Dataset entries
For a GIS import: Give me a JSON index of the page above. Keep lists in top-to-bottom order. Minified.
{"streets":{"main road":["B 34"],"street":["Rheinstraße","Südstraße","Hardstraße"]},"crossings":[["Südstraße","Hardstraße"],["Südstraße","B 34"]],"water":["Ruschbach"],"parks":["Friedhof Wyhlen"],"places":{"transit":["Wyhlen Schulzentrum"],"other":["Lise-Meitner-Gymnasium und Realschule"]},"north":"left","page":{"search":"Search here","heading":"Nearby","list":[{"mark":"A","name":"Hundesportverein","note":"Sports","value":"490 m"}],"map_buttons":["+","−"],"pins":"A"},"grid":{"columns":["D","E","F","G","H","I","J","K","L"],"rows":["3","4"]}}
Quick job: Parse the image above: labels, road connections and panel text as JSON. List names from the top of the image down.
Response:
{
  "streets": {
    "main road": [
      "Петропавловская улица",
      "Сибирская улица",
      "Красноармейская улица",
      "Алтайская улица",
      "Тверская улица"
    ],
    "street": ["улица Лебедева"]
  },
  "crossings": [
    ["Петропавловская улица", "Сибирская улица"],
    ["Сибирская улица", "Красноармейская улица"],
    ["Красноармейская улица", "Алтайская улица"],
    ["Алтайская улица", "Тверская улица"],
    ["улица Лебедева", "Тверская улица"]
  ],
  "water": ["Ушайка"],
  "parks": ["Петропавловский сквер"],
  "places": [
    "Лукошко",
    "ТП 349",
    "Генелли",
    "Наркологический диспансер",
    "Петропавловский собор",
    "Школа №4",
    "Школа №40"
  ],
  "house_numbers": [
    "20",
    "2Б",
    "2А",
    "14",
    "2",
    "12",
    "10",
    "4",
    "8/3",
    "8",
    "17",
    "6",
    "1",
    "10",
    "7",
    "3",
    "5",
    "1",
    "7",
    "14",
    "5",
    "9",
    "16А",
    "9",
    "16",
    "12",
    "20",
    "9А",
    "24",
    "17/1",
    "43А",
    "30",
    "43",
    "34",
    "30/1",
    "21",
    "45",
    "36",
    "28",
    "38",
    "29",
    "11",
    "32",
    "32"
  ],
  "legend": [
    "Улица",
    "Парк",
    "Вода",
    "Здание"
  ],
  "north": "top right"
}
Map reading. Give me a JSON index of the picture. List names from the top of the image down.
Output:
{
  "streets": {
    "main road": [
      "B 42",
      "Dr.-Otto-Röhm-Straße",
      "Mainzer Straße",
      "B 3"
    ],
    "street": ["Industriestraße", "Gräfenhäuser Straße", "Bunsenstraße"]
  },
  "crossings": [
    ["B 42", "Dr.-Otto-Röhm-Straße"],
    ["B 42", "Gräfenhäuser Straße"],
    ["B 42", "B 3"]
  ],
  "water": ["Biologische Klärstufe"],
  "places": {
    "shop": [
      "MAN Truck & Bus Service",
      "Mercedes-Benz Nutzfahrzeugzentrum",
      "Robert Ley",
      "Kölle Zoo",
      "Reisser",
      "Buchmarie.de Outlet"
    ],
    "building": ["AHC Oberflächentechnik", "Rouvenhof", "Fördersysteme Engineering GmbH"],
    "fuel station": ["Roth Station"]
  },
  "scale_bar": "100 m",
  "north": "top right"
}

WHAT YOU NEED TO DO
List the lines of the records where "JSON" occurs.

EXERCISE RESULT
For a GIS import: Give me a JSON index of the page above. Keep lists in top-to-bottom order. Minified.
Quick job: Parse the image above: labels, road connections and panel text as JSON. List names from the top of the image down.
Map reading. Give me a JSON index of the picture. List names from the top of the image down.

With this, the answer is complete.